Since they are legally recognised, GPFs can be formally allocated land rights. So rural women began requesting land allocations through their GPF affiliations. This practice – given GPFs’ legal recognition – was seen as more socially acceptable.
These land allocations enable women to generate income through activities including vegetable farming, poultry and cattle farming, and salt mining.
We spoke to women from across Senegal to learn more about whether and how GPFs have helped strengthen their access to and control over land.
"In 2016, our local union was designated a 3.5 ha plot of land which we divided into smaller plots. I had an area of 20-25m2, where I grew chilli peppers. I made 200,000 CFA francs from crop sales and was able to set aside some for household consumption,” says Aminata Diène, president of the local union of Missirah.
In the Senegal River valley, advocacy campaigns led by local GPFs have led to the Société D’Aménagement et d’Exploitation des Terres du Fleuve Sénégal (SAED) (website in French) allocating at least 10% of their developed farmland to local unions. Through this, a growing number of women could access farmland that had traditionally been used by men.
Acting collectively through GPFs has also helped give women a stronger voice in how land is governed locally. According to Aida Cissé, president of the Communal Union of Women’s GPFs in Darou Khoudoss: “GPFs are forums of solidarity, where women can share information and be trained on issues relating to land".
"Through these groups we have organised ourselves better and gained greater awareness of our strength and place in the community. Thanks to organisations including IED Afrique (website in French) we have developed skills which enable us to have greater influence in local land governance”.
Limitations and barriers
All this said, the benefits of land allocations through GPFs are limited, largely due to small plot size, and the plots often being on poor quality land.
Usually, use rights are granted to the whole group and each member is allocated a small section of the plot. By the time the land is divided up, each plot is often very small – capable of generating only minimal economic activity. In Guédé, a village in the Senegal River valley, 6800m2 of land has been allocated to the local GPF.
If the 40 members were to share the land equally, each would have a 170m2 plot, producing barely enough to meet women’s needs.

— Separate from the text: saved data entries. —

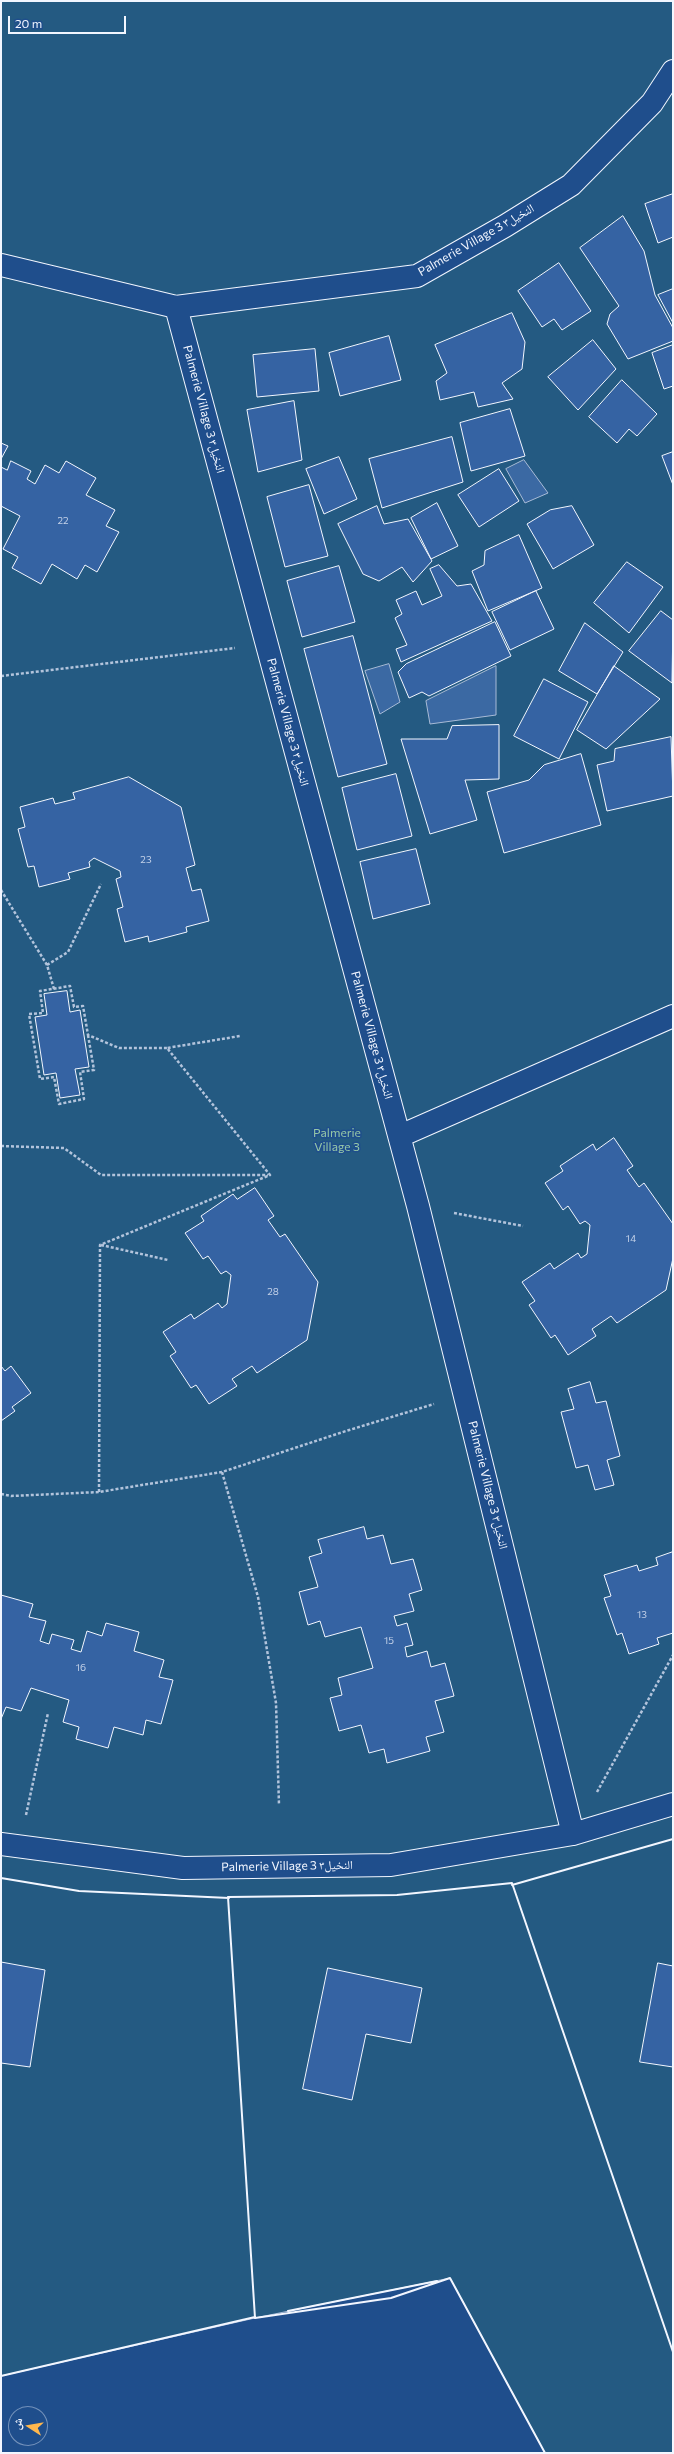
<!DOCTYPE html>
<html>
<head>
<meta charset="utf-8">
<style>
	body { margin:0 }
	#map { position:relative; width:674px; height:2454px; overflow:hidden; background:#1f4e8c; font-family:Commissioner,"Noto Naskh Arabic",sans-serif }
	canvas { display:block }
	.frame { position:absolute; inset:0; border:2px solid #f2f6ff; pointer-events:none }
	.north { position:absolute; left:8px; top:2406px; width:40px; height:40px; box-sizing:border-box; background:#1f4e8c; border:1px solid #7391ba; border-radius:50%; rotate:282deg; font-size:11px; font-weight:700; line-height:16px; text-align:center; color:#f2f6ff }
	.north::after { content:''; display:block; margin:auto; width:14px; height:18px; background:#ffb74d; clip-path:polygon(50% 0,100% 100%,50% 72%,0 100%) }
	.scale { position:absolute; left:8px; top:16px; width:118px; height:18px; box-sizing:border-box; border:2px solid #f2f6ff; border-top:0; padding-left:5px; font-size:12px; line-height:14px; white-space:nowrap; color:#f2f6ff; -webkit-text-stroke:3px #1f4e8c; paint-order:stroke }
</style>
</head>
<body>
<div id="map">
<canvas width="674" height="2454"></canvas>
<div class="frame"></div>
<div class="north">ش</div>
<div class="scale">20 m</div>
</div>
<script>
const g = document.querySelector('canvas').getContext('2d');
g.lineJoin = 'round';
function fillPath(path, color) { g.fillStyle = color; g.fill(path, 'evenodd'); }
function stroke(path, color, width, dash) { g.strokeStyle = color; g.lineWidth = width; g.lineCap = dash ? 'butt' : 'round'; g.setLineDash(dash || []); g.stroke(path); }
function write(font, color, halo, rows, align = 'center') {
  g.font = font + ' Commissioner,"Noto Naskh Arabic",sans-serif'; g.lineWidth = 3; g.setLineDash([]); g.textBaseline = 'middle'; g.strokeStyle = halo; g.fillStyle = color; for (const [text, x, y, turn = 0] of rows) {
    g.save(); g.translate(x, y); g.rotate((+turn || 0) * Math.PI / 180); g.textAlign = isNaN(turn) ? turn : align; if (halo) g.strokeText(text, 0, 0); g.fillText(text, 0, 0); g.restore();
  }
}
const green = new Path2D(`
	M1,1h672v2452h-128l-95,-175 -195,40 -254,58z`);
fillPath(green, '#245a82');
stroke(green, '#a8bbd7', 1);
const water = new Path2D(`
	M524,460l24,33 -23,10 -19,-34z
	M389,664l11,38 -20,12 -15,-43z
	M496,666v49l-66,9 -4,-23z`);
fillPath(water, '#3b69a3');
stroke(water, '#a8bbd7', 1);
const building = new Path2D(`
	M673,194v43l-15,6 -13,-39z
	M623,216l21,35 11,44 18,33v13l-45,18 -21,-35 3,-10 9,-8 -39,-58z
	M559,263l32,48 -29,19 -8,-11 -12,8 -24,-36z
	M673,289v34l-15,-28z
	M512,313l13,29 -3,27 -20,14 11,16 -35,8 -4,-15 -34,8 -4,-19 11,-8 -12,-28z
	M389,336l12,44 -61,16 -11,-43z
	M593,340l23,29 -38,41 -30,-33z
	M673,345v41l-9,3 -12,-36z
	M315,349l4,42 -62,6 -4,-42z
	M622,380l35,34 -20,22 -8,-7 -12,14 -28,-26z
	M294,401l8,59 -44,12 -11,-62z
	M510,409l15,47 -54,15 -11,-48z
	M452,437l11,45 -81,26 -13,-49z
	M1,443l7,3 -7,13z
	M673,452v33l-11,-29z
	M339,457l18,42 -33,15 -18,-45z
	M11,461l20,10 -4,8 8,5 10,-19 14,8 7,-12 30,17 -10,17 29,15 -9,16 13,6 -22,40 -12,-7 -8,14 -25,-15 -11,20 -29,-16 6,-11 -15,-8 17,-33 -19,-10v-39l6,3z
	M499,469l20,32 -40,26 -21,-32z
	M309,485l19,71 -43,11 -18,-70z
	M437,503l21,43 -27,13 -20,-41z
	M377,506l7,18 24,-5 24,42 -19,21 -11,-15 -23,14 -16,-7 -25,-50z
	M572,506l22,39 -41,24 -26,-45 23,-14z
	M519,535l23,53 -54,23 -16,-40 12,-6 1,-14z
	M627,562l36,25 -34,46 -35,-30z
	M439,565l18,21 14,-2 21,37 -91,41 -5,-13 11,-4 -12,-27 7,-4 -6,-14 20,-9 6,14 20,-9 -12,-27z
	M339,566l16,56 -53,15 -15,-56z
	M536,591l18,38 -44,21 -18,-38z
	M661,611l12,9 -1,63 -43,-32z
	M495,622l16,34 -82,40 -7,-4 -13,6 -11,-26 8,-8z
	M585,623l38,29 -26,42 -38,-23z
	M353,636l34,128 -49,13 -34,-128z
	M614,666l46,33 -54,50 -29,-19z
	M544,679l44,23 -29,57 -45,-23z
	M499,725v54l-34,1 12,40 -47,14 -29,-95h46l5,-13z
	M671,737l2,59 -66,15 -10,-46 17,-4 1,-12z
	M581,754l20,71 -97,28 -17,-61 42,-12 15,-15z
	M396,774l16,62 -55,14 -15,-62z
	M129,777l52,30 14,58 -9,3 6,23 9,-2 8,32 -23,6 1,5 -38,10 -1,-6 -23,6 -8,-33 6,-2 -7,-28 5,-2 -1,-6 -26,-13 -5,4 1,5 -22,6 2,6 -31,8 -5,-21 -6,1 -10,-38 7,-2 -5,-20 33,-9 2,6 20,-5 -2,-6z
	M416,849l14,55 -57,15 -13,-57z
	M67,991l3,21 10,-2 9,57 -14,2 5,26 -20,3 -4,-25 -12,2 -9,-58 12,-2 -3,-21z
	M614,1138l19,28 -6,4 12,17 5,-4 29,41v34l-7,32 -49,33 -6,-7 -19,13 4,7 -28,19 -13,-20 -4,3 -22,-33 6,-4 -13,-19 28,-19 4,6 24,-16 3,5 6,-4 3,-29 -5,-4 -5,3 -12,-18 -5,4 -18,-27 18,-12 -3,-5 33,-22 3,6z
	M255,1188l19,28 -6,4 12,17 5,-3 33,48 -11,58 -50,33 -5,-7 -20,13 5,7 -28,18 -13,-19 -5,3 -21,-32 6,-4 -13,-20 28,-18 3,5 24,-16 4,5 5,-4 4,-29 -5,-4 -5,3 -13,-18 -5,3 -18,-26 19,-12 -3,-5 32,-22 4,5z
	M1,1366l4,5 6,-5 20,27 -19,14 3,4 -14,10z
	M590,1382l6,21 10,-2 14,55 -13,4 7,25 -19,5 -7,-25 -12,3 -15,-56 13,-3 -6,-20z
	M364,1527l3,12 16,-4 8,29 22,-5 9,31 -13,4 5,17 -20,5 3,10 10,-3 6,22 -8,2 2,10 20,-6 4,16 14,-4 9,33 -19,5 9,31 -18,5 4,14 -43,12 -3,-14 -15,4 -8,-28 -22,6 -9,-33 12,-3 -4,-17 35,-10 -12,-41 -36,10 -5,-16 -12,4 -9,-33 19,-5 -9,-30 13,-4 -4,-13z
	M673,1552v81l-16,5 2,6 -30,10 -7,-21 -5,2 -13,-37 7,-2 -7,-21 33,-10 2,6 19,-6 -2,-7z
	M1,1595l32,9 -4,13 17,4 -6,20 9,3 3,-10 22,6 -3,9 10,3 6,-21 15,5 4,-13 33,9 -5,19 30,9 -5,17 14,3 -12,44 -15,-4 -3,15 -29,-8 -6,21 -32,-9 3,-12 -16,-5 6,-22 -38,-12 -10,23 -15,-4 -5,12z
	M1,1962l44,8 -15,97 -29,-4z
	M658,1963l15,3v101l-33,-5z
	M328,1968l94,20 -11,55 -45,-9 -14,66 -49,-11z`);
fillPath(building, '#3563a3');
stroke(building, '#f2f6ff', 1);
const minor = new Path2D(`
	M1,265l175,42 241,-31 88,-50 66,-41 81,-82 21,-32
	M176,307l242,899 155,628
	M400,1136l273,-120
	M1,1844l182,24 208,-3 182,-31 100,-30`);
stroke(minor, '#f2f6ff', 24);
stroke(new Path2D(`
	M1,676l234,-28
	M1,890l46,75 7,24
	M47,965l21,-13 33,-68
	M88,1035l6,35 -14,2 4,27 -25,5 -5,-27 -14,2 -11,-65 14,-1 -3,-22 30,-5 4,21 9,-1 5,29 31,13h48
	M1,1146l63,2 37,27h167
	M454,1213l69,13
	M101,1245l67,15
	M222,1472l36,125 18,106 3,102
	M99,1492l1,-247 170,-70 -103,-127 73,-12
	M1,1494l10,2 88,-4 123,-20 124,-41 88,-27
	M597,1792l76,-137
	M26,1815l22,-102`), '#b3c4dc', 2.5, [3, 2]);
stroke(minor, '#1f4e8c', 22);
stroke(new Path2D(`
	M1,1878l78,13 150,7
	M512,1885l161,-46
	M288,2311l149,-30
	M1,2376l254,-59
	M545,2453l-95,-175 -59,20 -136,20 -27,-421 169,-2 115,-12 161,469`), '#f2f6ff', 2);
write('10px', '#c3d1e8', null, [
	["22",63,521],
	["23",146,860],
	["14",631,1239],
	["28",273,1292],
	["13",642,1615],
	["15",389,1641],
	["16",81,1668]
]);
write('12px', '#f2f6ff', '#1f4e8c', [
	["Palmerie Village 3 النخيل٣",476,240,-30],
	["Palmerie Village 3 النخيل٣",204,409,75],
	["Palmerie Village 3 النخيل٣",288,722,75],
	["Palmerie Village 3 النخيل٣",372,1035,75],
	["Palmerie Village 3 النخيل٣",488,1485,76],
	["Palmerie Village 3 النخيل٣",287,1866,-1]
]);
write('12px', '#97c8a6', '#1f4e8c', [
	["Palmerie",337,1133],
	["Village 3",337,1147]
]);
</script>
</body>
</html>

Accessing land through GPFs is also hindering women’s fight to gain individual control over land. When women access land through their GPF affiliation, local authorities consider them to already have access to land despite the limitations described above.
According to Thérèse Mbaye from the Rural Women’s Network: “Through training and learning, GFPs can strengthen women’s leadership. But their impact on women’s access to and control of land remains limited. Local authorities’ advocacy work can increase the plot sizes allocated to GPFs, [but] GPFs need greater technical and financial support from the state and NGOs to make women’s empowerment a reality.”
While women’s promotion groups have helped secure women’s land rights and strengthen their participation in decision making processes, they shouldn’t be seen as the 'go-to' solution.
Firstly, the approach bypasses the socio-cultural constraints that women face when trying to access land, rather than solving them. Also, because – as we’ve seen – in practice, it often results in women gaining control over tiny plots that do not bring socio-economic empowerment.
Despite these shortcomings, GPFs in Senegal remind us of the power of the collective to shift paradigms. Accessing land through groups may not be the definitive solution, but being organised in groups gives women power and voice to make change happen.
Collective action should be more prominent in strategies to strengthen women’s land rights. Women’s groups need more support from governments and NGOs, so they can become genuine spaces for empowerment. This includes strengthening these groups’ political and economic influence as well as recognising them as key development actors.